Костя не жаловался, не хныкал (никто, собственно, не виноват — сам бросил), он сидел на песке и обреченно вздыхал.

— Ну, чего нюни распустил! — крикнул неунывающий Гринька. — Раздевайся, загорай, а я побегаю, обсохну и домой смотаюсь. У тебя тридцать седьмой размер? У меня — тоже. Такую принесу обувку — спать в ней будешь ложиться!

Хозяин бульдога лишь покачал головой, видно, подумал: «Бедовые ребята. Такие не пропадут».

А Гринька, как резвый жеребенок, все носился по пляжу, подпрыгивал, даже на руках пытался ходить. Глядя на него, и Костя чуть повеселел, разделся до трусов и тоже ходил на руках. У него даже лучше получалось. А у Симки не получалось — то на спину валился, то плюхался на живот.

Дурачились ребята, шумели, боролись. Плавки тем временем на Гриньке высохли, он натянул штаны, рубаху.

— Не скучайте! Будут тебе, Кисель, скороходы!

Убежал Гринька, через минуту степенной походкой вместе со своим четвероногим другом удалился сутулый гражданин, и Костя с Симкой остались одни. И сразу стало как-то скучно, тревожно, а тут и белесая туча вдруг надвинулась на солнце, повеяло прохладой, сыростью, как бы напомнив, что до лета еще далеко. Ребятишки оделись, молча сидели на песке.

— Возьмет и не придет вовсе, — глядя на помрачневший, пустынный берег, сказал Костя.

— Не такой Гринька. Обещал, значит, придет… И портфель тут.

— А мать? Почему, скажет, не в школе?

— Мать? Будто он боится ее. — Симка вздохнул, вспомнив о своей матери. Уже два с лишним года прошло, как они вместе с сестрой и отцом стояли у вырытой могилы и мохнатые снежинки тихо падали на желтое, исхудавшее лицо матери.

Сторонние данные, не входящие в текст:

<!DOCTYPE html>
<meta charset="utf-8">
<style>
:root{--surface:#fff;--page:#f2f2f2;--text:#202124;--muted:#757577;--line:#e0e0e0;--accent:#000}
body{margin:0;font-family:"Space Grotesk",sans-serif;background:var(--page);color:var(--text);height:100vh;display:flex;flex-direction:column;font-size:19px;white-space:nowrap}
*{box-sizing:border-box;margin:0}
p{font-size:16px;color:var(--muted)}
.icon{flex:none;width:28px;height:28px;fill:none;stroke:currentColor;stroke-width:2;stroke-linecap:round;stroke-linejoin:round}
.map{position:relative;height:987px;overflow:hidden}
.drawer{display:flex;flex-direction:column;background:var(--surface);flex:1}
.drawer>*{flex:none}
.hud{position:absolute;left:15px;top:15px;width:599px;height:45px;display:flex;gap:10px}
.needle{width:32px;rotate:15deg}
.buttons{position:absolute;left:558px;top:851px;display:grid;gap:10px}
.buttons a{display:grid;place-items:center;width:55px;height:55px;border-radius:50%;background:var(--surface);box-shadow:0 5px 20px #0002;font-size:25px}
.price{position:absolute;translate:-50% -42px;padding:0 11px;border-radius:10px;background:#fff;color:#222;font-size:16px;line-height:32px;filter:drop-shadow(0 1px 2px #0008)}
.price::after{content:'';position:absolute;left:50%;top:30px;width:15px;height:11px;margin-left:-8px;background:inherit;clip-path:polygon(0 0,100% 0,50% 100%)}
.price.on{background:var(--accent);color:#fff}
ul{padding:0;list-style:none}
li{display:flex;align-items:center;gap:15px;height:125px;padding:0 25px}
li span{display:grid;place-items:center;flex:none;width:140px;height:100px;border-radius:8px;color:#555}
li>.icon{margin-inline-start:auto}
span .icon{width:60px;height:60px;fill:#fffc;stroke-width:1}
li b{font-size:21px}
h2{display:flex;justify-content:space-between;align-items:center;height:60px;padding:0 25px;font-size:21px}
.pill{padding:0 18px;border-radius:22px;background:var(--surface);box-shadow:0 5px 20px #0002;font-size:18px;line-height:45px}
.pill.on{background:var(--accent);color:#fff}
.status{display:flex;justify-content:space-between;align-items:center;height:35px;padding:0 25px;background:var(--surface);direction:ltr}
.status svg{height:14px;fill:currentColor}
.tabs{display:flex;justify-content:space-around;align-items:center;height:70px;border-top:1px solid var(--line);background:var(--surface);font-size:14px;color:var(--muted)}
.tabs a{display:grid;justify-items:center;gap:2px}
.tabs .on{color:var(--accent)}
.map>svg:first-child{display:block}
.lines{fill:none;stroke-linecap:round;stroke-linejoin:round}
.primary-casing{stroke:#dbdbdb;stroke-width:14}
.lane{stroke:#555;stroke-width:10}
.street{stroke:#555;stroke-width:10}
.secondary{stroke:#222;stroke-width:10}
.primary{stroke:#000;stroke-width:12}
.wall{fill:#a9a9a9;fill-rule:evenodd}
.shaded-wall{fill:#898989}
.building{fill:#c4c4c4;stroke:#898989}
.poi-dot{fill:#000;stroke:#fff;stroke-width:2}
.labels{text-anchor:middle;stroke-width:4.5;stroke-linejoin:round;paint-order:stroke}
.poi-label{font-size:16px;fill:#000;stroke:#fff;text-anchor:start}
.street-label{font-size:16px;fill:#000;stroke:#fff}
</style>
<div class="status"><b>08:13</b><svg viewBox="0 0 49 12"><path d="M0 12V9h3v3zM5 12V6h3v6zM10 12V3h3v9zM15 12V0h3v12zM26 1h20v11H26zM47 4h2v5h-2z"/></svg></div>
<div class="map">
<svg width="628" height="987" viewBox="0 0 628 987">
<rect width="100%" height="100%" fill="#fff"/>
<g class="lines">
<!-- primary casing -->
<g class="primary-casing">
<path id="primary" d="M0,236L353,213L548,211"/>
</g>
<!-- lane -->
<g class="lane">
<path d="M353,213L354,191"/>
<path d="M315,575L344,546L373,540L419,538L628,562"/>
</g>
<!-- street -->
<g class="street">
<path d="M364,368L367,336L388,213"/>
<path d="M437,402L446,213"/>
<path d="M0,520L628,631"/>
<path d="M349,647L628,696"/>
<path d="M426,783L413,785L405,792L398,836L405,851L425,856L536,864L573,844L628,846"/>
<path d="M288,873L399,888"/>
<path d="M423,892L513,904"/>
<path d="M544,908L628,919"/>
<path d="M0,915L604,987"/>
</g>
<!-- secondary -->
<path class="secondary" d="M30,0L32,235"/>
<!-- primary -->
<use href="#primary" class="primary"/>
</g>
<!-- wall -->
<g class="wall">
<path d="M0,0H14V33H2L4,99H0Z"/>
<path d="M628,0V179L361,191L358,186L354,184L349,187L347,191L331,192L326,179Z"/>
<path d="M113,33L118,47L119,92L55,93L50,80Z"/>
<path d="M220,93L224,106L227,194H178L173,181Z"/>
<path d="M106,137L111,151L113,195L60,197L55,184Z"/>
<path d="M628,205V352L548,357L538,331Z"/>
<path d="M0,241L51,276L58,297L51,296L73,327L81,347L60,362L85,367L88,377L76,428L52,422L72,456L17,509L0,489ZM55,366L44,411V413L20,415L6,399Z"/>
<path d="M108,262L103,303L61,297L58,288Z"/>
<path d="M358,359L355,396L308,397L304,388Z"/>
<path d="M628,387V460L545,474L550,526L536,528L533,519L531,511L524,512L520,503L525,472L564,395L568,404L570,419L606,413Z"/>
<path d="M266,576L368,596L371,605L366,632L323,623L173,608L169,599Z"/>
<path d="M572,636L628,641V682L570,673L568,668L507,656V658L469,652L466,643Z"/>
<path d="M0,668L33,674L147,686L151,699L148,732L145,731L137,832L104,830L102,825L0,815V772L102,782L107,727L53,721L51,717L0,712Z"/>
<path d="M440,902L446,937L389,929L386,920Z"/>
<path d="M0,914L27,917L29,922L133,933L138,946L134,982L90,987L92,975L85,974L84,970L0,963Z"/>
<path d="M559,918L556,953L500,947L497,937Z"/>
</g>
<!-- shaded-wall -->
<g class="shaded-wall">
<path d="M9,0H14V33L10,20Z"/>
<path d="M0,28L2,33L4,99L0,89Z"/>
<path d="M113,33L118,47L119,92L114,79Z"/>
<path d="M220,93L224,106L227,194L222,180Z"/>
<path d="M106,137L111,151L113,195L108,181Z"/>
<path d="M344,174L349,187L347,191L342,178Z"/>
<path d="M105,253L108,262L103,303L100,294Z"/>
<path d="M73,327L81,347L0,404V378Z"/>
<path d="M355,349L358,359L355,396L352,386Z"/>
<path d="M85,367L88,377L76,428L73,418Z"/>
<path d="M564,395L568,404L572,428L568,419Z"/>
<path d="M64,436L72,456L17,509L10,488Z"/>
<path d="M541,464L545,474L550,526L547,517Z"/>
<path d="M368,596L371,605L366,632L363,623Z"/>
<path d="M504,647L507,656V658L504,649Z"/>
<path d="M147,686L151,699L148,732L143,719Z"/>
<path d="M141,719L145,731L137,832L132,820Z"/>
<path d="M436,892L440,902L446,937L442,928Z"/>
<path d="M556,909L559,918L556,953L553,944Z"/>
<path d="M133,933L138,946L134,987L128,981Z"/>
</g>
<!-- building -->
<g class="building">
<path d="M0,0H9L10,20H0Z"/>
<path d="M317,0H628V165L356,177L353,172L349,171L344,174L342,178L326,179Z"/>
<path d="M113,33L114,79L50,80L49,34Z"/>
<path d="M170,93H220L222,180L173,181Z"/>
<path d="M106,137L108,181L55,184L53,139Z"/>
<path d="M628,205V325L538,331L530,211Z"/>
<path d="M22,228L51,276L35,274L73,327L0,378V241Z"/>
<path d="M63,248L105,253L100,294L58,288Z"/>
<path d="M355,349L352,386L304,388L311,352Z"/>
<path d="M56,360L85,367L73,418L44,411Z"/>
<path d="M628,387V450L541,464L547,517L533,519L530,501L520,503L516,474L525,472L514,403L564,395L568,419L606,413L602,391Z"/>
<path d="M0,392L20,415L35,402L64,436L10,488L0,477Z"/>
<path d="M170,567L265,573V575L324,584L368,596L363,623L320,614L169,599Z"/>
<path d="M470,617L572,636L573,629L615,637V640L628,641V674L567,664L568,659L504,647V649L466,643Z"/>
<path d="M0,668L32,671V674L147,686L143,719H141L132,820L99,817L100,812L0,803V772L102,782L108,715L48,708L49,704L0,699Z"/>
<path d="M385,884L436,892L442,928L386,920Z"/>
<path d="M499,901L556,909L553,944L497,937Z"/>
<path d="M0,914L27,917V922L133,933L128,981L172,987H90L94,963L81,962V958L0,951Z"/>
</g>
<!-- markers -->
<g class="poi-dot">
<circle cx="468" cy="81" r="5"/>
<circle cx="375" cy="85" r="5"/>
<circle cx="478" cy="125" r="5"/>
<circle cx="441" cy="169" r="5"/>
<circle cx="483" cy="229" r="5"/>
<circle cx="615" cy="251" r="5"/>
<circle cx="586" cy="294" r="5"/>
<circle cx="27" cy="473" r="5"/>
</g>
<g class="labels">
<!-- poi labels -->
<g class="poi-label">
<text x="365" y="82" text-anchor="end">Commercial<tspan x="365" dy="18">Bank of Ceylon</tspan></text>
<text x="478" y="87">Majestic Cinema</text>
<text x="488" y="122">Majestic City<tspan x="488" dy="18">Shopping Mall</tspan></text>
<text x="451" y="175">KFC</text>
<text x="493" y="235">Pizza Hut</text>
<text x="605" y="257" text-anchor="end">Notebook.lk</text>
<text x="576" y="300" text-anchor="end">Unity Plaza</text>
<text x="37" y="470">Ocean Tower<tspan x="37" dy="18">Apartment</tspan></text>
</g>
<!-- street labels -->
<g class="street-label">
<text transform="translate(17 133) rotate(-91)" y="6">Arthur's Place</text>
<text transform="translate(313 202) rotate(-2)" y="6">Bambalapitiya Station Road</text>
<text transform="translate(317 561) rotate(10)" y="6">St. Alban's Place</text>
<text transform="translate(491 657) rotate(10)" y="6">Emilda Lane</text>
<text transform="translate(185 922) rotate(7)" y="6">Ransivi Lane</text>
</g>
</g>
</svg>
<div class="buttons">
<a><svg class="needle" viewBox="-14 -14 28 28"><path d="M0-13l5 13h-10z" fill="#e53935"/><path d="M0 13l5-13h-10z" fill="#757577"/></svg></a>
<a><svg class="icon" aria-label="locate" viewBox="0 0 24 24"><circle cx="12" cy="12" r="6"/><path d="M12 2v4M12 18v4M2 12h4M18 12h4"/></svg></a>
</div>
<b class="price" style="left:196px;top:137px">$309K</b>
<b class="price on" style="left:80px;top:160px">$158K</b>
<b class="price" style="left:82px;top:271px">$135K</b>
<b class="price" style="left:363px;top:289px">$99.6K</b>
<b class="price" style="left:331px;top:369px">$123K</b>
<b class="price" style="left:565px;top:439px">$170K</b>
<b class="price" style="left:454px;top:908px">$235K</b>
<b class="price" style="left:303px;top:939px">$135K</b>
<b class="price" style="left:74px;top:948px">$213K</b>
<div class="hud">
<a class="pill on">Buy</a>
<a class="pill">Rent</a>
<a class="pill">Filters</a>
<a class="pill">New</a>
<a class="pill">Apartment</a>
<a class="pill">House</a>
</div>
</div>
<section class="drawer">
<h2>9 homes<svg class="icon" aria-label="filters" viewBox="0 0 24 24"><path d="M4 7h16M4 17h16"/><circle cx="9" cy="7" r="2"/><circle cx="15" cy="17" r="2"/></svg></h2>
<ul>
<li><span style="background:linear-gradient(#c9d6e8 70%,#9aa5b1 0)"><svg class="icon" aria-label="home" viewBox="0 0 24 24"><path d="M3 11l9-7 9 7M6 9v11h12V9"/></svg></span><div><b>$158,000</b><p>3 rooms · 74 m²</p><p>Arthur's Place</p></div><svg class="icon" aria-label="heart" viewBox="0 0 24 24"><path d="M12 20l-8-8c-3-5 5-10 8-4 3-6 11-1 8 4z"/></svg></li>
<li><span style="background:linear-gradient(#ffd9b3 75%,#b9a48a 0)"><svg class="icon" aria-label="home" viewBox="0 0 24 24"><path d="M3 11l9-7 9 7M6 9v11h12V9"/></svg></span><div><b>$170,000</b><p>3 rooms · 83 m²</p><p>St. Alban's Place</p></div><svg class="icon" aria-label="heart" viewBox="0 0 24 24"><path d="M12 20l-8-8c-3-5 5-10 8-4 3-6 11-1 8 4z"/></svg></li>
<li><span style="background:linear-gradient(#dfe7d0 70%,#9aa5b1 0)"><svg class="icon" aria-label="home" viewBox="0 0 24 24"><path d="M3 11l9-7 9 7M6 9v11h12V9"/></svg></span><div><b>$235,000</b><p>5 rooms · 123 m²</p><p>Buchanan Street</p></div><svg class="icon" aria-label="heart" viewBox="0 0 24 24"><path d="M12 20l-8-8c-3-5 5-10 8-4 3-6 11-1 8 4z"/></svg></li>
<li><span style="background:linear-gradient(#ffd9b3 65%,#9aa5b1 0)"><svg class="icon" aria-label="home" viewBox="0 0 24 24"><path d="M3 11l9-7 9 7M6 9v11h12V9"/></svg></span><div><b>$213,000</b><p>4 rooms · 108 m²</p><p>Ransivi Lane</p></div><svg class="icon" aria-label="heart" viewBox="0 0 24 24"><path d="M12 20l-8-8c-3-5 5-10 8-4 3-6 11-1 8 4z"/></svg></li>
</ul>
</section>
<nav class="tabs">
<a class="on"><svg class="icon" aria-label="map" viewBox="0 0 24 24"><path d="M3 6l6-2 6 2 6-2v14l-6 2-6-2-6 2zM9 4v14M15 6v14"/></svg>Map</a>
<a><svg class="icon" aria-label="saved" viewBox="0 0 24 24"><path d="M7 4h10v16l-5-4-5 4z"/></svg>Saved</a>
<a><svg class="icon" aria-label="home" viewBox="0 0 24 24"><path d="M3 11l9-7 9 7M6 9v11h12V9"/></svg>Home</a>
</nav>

— А если не налезут? — Костя беспокоился о своем.

Симка не ответил.

— Кость, — обронил он через минуту, — ты маму свою жалеешь?

Костя пожал плечами. Не готовый к такому вопросу, не нашелся, что и ответить.

— В общем, конечно… Мать ведь.

— Маму положили в больницу в декабре, — задумчиво глядя перед собой, сказал Сима, — а я перед этим блюдо разбил. Его маме давно подарили, еще на свадьбу. Она все спрашивала — кто разбил. А я не признался… Так она и не знает…

Симка лег на спину (песок еще хранил приятное тепло) и долго глядел вверх, пока солнце вновь не сверкнуло в глаза.

— Сим, а если отец узнает, что ты два дня в школу не ходил?

Качнув длинными волосами (в школе уже два раза предупреждали, чтобы постригся), Симка скривил губы:

— Ну и что! Отец не заругается. У него только шесть классов образование. В селе плотником был и в городе. Доволен. Не всем в институт идти. Восемь классов кончу — в ПТУ поступлю. На крановщика. Без института проживу.

— Смотря какая работа, — заметил Костя. — У меня отец — старший вальцовщик на стане. Рабочий считается. А кончил вечерний институт. Техника сложная. Что-то все изобретает.

— Изобретать — дело интересное, — согласился Симка. — Я бы тоже хотел изобретать. Если бы Гринька не побежал за обувкой, я бы обязательно достал твоего «утопленника».

— В воду полез бы?

— Ничего не полез…

— Знаю, — догадался Костя, — крючком подцепить.

— Факт.

— А где же крючок возьмешь?

— Глаза слепые. Бегаешь рядом, а не видишь. Вон проволока валяется возле куста.

— Что же ты сразу не сказал? — Костя вскочил на ноги.

— Зачем? Гринька ведь принесет…

Но Костя притащил проволоку, согнул конец крючком… А что дальше? Закидывать как есть? Длины не хватит.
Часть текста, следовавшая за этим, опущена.